“Não se trata de transição, e sim de regressão”. Desta forma, Guilherme Syrkis, diretor executivo do Centro Brasil no Clima, definiu a intenção da Petrobras de perfurar e explorar petróleo na foz do rio Amazonas. O debate, diz ele, vai além do impasse técnico. “Que Brasil a gente quer? Que economia a gente quer? E, por fim: qual o modelo de negócios da Petrobras a gente quer?”, questionou, ao apontar que a estatal está agindo na contramão de todas as ações globais que tentam conter a emergência climática que vivemos.
As operações da Petrobras na região que guarda parte vital da biodiversidade do nosso planeta, além de ser fonte essencial para a vida de milhões de pessoas, direta e indiretamente, foram barradas pelo Ibama, que vê “inconsistências técnicas” para uma operação segura na área. Por outro lado, o Plano Estratégico da Petrobras (2023-2027) prevê um investimento de quase US$ 3 bi na região da foz do Amazonas nos próximos cinco anos – isso inclui a perfuração de 16 poços. Estimativas dão conta que a margem equatorial pode guardar reservas de 30 bilhões de barris de petróleo. Parece uma verdadeira “galinha dos ovos de ouro”? Sim. Mas que tem lá seu preço. E isso tem a ver com o modelo de negócios a que se refere Syrkis.
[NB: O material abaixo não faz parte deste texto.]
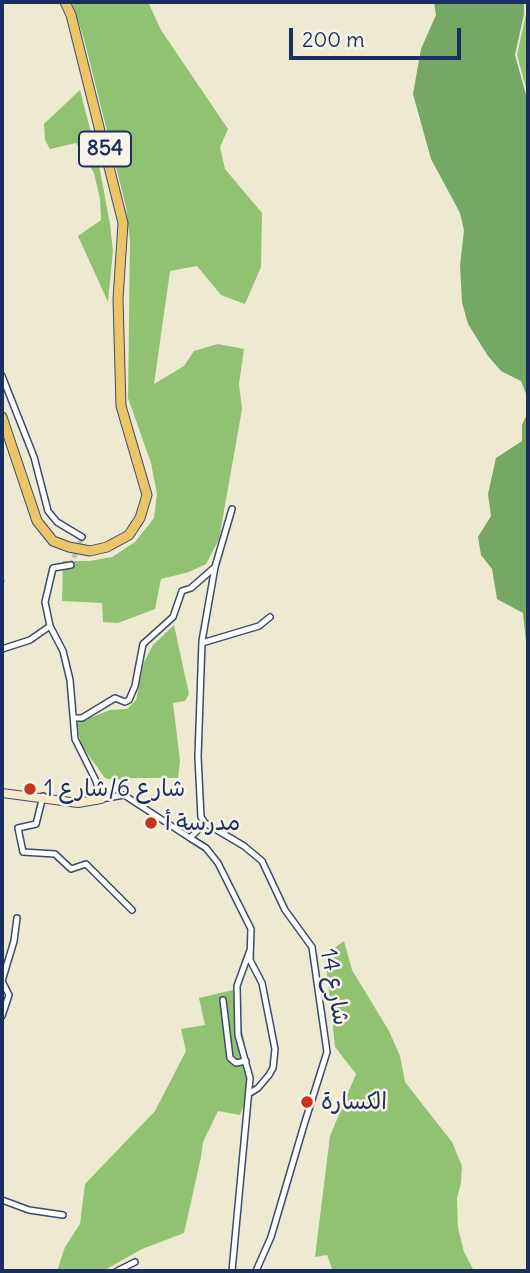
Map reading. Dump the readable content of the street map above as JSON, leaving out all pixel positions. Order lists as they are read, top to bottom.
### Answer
{
  "streets": {
    "main road": ["854"],
    "street": ["شارع 14"]
  },
  "places": ["شارع 6/شارع 1", "مدرسة أ", "الكسارة"],
  "scale_bar": "200 m"
}
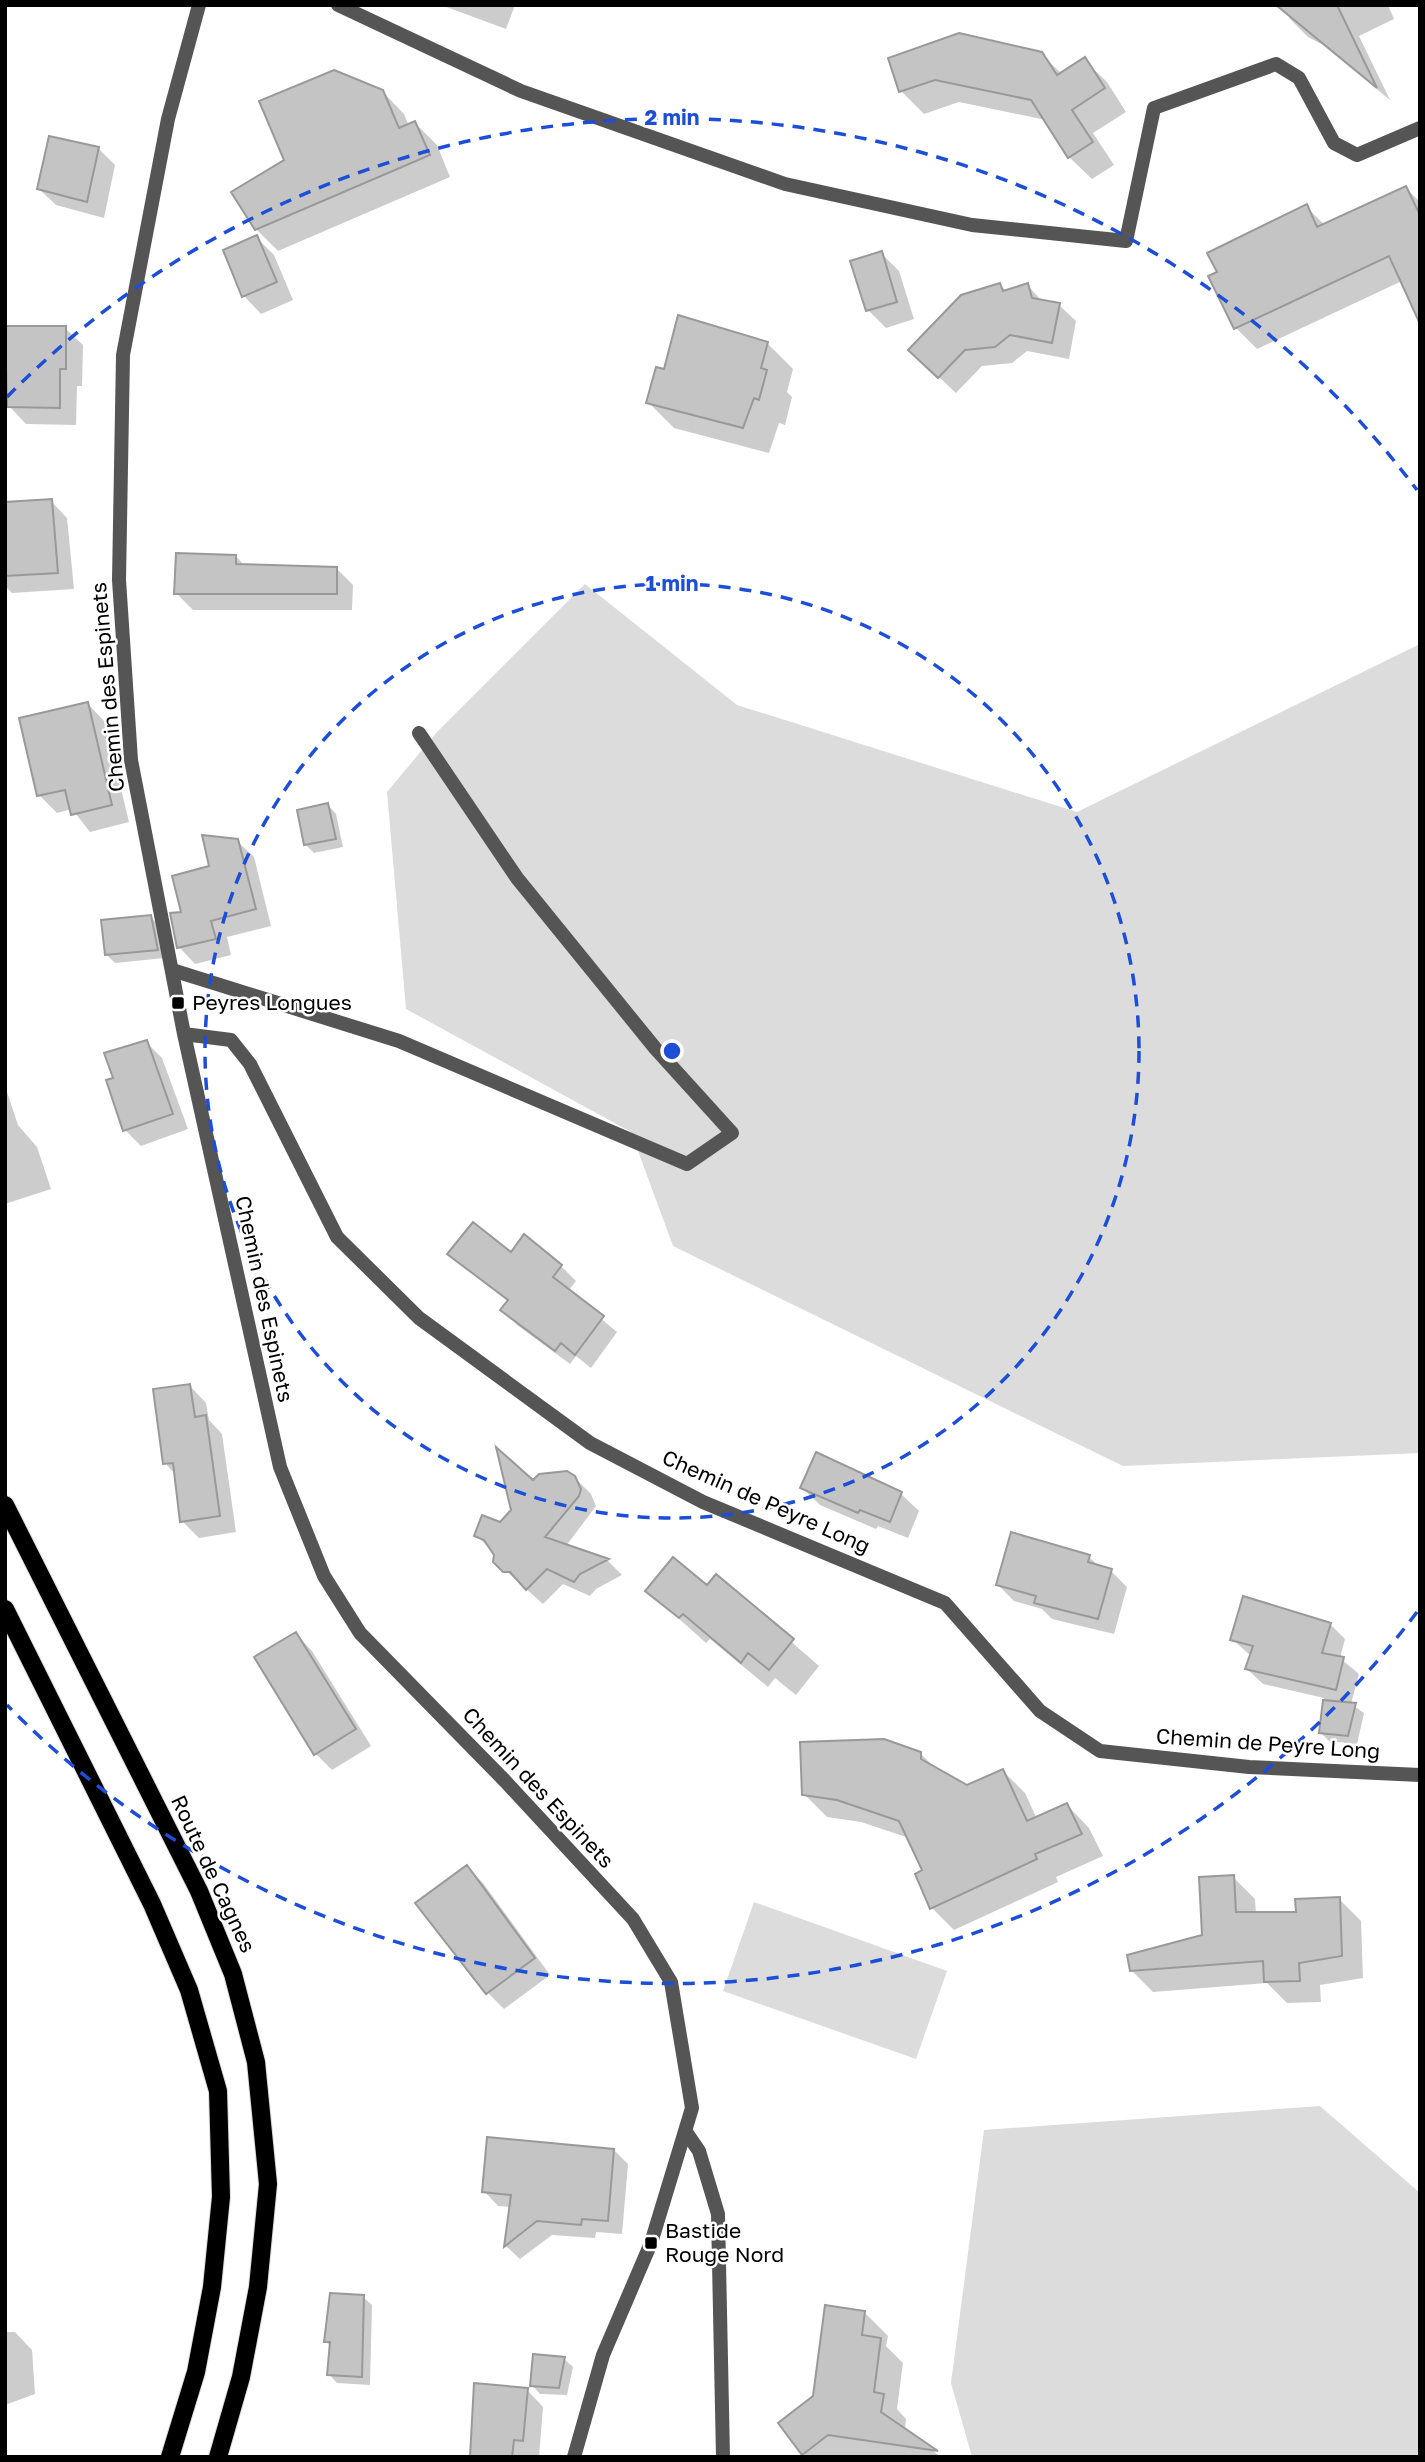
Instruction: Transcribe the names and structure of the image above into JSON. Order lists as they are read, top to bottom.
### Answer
{
  "streets": {
    "main road": ["Route de Cagnes"],
    "street": ["Chemin des Espinets", "Chemin de Peyre Long"]
  },
  "crossings": [
    ["Chemin des Espinets", "Chemin de Peyre Long"]
  ],
  "places": {
    "transit": ["Peyres Longues", "Bastide Rouge Nord"]
  },
  "rings": ["2 min", "1 min"]
}
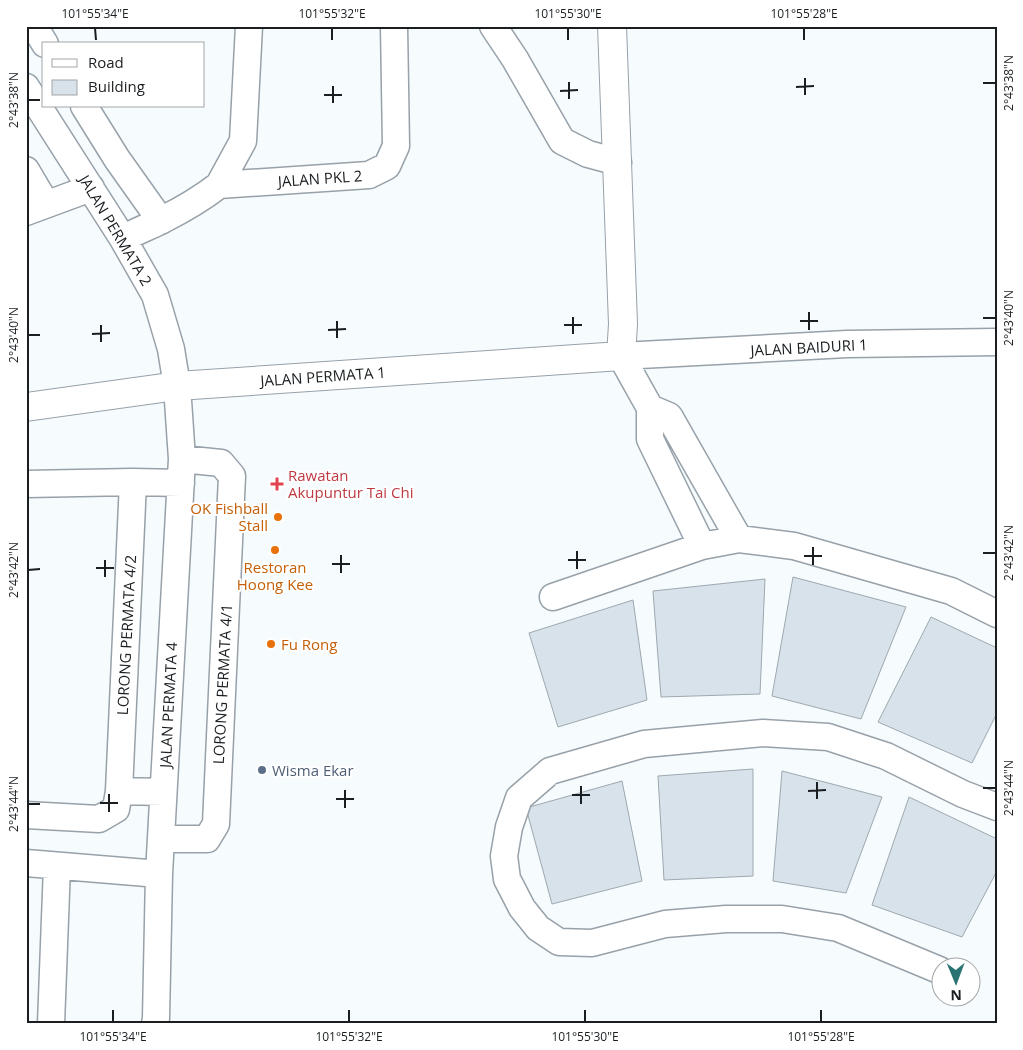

“Estamos perto da COP em Belém do Pará e o recado que a Petrobras manda aos investidores é extremamente negativo. Se acontece um vazamento nesta região, por exemplo, que pega a Amazônia Azul, um celeiro riquíssimo, a empresa simplesmente não terá o que fazer. É neste tipo de projeto de risco que a estatal deve investir?”
Guilherme Syrkis parece ter herdado a argumentação certeira do pai, o ambientalista, jornalista e ex-deputado Alfredo Sirkis, falecido em 2020. “Como diria meu pai, governar é trocar problemas maiores por problemas menores. Precisa ver o que compensa, no fim. Há preços que não valem a pena pagar”, brincou.
A seguir, Syrkis fala um pouco sobre sua visão de negócios, os impasses que a economia mundial vive hoje diante das crises climáticas, o mercado emergencial de carbono e para onde devemos olhar daqui por diante.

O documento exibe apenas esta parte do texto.